[Collected data entries]
----------------------------------------

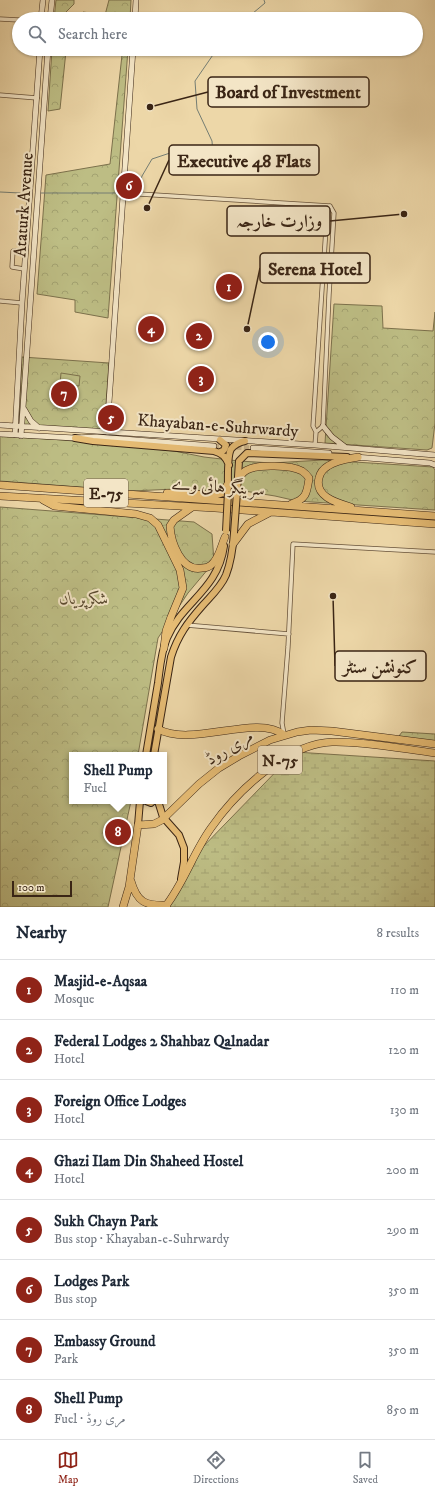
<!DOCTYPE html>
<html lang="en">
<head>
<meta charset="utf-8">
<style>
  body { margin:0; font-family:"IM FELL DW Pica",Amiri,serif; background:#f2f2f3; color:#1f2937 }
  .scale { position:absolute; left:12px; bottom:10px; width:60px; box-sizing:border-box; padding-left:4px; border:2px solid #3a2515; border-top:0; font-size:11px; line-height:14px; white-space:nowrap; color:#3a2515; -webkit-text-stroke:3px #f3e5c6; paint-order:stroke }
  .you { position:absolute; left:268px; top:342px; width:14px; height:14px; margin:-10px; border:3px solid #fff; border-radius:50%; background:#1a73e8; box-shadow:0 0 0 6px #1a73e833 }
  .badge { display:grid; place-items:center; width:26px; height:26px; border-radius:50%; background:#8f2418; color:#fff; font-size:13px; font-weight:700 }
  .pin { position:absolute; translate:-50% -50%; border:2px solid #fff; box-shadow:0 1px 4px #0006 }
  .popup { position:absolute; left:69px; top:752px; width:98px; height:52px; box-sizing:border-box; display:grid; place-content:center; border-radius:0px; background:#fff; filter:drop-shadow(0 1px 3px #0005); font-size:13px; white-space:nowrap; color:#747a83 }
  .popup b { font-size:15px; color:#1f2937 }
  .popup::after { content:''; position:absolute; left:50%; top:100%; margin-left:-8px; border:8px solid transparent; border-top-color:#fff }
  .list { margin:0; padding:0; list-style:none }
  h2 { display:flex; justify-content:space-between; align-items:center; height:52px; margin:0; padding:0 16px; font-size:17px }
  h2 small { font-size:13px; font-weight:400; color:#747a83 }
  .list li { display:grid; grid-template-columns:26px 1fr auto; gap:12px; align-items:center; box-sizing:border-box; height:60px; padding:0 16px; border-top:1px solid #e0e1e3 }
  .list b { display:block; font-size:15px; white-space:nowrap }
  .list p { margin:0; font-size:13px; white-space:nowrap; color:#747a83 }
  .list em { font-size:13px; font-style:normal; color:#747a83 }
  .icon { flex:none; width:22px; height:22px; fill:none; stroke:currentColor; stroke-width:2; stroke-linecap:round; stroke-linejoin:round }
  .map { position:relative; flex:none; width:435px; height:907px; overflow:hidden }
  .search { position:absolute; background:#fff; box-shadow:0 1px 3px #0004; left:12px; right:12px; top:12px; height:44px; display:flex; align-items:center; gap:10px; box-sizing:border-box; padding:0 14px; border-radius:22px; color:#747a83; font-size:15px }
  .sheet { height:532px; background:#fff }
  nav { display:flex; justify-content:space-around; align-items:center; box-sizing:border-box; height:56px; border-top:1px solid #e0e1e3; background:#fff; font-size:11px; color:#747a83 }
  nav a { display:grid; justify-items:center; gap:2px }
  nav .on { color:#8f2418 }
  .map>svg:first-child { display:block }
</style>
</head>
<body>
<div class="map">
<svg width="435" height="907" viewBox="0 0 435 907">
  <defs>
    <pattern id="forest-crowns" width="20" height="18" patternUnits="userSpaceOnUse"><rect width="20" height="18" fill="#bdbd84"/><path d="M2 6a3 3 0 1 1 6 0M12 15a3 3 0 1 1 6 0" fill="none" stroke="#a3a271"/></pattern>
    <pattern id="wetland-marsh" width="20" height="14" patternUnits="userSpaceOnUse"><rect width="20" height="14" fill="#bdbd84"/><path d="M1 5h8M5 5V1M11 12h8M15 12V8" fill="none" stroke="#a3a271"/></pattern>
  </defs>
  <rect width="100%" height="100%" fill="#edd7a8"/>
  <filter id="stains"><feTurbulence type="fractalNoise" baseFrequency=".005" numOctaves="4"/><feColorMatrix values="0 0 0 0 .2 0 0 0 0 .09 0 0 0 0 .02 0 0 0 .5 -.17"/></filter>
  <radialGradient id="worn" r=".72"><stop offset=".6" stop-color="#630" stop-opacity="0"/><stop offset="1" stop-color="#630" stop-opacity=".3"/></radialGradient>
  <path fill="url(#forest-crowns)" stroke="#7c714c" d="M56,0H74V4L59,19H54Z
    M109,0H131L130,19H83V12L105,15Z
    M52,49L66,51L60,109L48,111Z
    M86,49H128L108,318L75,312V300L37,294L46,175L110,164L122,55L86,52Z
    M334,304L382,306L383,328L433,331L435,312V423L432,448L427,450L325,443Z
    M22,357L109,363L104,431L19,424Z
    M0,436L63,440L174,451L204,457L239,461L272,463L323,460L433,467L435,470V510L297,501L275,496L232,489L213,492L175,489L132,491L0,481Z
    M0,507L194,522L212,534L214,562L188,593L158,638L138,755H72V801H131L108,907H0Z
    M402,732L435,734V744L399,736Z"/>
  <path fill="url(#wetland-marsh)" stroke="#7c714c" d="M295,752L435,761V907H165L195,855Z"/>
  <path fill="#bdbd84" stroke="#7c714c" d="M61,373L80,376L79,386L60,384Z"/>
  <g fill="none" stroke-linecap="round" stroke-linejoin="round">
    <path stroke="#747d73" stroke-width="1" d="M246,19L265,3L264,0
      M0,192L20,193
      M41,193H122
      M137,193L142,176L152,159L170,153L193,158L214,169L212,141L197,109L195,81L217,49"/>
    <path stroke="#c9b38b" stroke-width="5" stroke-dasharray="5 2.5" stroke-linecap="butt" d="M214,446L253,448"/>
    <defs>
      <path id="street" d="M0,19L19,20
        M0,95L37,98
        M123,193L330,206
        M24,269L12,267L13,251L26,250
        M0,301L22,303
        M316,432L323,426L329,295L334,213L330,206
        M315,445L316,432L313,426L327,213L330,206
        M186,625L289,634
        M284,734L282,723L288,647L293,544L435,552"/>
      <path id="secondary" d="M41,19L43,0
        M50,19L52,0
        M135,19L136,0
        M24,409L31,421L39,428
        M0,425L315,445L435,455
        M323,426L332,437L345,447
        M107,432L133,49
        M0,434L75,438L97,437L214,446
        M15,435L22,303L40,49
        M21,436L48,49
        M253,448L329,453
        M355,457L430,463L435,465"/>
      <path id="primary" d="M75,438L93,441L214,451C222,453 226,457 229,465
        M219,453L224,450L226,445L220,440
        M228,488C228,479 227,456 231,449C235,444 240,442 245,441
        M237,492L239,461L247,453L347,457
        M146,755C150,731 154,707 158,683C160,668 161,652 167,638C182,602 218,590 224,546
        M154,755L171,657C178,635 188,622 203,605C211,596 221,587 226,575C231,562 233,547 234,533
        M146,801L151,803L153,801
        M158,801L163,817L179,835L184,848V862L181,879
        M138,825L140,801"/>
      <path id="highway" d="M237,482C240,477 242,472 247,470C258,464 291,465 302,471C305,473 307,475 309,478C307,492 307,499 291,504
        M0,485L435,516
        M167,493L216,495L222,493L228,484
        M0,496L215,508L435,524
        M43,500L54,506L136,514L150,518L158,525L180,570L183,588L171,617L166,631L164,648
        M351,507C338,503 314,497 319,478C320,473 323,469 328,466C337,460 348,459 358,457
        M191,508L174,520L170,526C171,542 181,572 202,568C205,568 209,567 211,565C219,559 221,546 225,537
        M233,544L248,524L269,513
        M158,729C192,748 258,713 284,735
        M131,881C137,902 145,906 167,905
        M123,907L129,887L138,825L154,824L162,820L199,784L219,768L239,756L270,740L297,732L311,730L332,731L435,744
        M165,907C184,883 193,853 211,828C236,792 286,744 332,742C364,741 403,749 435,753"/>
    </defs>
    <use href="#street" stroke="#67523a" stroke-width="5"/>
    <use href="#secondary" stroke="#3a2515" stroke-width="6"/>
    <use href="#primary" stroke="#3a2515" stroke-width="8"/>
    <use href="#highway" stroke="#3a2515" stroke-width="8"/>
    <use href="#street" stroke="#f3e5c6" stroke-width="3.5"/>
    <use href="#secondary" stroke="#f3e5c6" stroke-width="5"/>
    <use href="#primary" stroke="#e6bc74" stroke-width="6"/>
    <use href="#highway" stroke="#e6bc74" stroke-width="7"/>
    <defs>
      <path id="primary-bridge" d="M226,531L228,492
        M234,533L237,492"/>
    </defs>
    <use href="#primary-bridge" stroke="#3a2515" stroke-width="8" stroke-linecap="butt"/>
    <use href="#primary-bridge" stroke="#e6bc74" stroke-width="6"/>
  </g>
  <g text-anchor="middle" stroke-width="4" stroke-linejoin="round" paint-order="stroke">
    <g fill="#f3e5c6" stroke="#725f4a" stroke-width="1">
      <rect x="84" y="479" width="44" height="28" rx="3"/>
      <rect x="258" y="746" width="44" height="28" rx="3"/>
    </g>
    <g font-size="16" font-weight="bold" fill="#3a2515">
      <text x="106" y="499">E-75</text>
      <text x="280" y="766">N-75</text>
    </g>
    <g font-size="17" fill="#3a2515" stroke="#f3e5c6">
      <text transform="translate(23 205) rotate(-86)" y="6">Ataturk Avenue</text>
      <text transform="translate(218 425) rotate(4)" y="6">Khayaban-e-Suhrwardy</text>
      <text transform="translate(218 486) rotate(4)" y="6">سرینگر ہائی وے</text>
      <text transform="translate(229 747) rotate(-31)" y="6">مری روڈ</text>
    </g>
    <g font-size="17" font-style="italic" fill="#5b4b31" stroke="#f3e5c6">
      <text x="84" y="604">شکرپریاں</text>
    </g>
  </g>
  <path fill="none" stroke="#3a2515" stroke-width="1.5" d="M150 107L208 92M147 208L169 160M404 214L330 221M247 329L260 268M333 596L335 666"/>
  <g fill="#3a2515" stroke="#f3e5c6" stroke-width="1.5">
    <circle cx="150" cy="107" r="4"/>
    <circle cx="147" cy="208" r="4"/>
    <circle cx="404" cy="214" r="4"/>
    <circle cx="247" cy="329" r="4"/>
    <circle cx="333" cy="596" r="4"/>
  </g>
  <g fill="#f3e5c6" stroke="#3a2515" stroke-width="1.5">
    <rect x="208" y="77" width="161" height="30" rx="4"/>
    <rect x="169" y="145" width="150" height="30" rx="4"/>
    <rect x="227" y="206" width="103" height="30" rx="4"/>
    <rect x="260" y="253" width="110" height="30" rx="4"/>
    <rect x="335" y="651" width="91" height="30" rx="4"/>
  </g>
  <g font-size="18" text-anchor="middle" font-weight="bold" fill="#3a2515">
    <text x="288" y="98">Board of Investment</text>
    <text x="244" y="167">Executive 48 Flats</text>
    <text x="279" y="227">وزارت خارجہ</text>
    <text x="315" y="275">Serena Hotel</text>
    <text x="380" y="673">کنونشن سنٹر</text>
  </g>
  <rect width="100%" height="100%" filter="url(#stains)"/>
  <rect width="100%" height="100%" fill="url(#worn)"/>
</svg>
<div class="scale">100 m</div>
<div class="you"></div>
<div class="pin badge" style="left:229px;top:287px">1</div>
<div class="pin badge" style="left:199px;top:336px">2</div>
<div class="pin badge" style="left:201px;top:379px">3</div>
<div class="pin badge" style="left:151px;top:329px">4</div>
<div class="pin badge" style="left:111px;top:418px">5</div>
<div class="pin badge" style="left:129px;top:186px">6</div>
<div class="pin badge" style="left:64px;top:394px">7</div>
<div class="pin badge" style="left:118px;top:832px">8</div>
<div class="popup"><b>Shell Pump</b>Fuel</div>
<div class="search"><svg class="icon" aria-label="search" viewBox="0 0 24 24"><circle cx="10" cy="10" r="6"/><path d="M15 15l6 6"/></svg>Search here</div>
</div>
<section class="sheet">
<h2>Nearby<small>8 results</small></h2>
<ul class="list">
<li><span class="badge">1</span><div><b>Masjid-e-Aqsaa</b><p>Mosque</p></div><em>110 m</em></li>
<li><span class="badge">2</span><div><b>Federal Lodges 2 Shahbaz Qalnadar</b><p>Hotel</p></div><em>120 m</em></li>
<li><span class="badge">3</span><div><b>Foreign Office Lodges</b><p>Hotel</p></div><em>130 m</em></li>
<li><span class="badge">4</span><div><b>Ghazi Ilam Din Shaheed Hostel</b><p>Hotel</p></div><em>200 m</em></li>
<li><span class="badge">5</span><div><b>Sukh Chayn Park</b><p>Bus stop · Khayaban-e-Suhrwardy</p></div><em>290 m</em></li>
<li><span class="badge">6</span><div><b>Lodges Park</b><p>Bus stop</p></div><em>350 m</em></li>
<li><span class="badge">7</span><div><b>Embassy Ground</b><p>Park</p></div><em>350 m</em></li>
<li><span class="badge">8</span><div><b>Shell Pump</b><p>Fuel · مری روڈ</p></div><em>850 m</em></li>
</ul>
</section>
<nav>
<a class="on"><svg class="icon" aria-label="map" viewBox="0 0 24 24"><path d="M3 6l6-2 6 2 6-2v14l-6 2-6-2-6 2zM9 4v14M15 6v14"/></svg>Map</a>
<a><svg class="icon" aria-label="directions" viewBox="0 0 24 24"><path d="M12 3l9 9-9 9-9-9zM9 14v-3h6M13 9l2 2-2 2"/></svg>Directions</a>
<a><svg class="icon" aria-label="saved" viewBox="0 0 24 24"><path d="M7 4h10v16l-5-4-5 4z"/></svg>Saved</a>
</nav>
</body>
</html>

----------------------------------------

Please determine how many lines of the records above include the word "worn", replying with a number alone.

■ **OUTPUT**: 2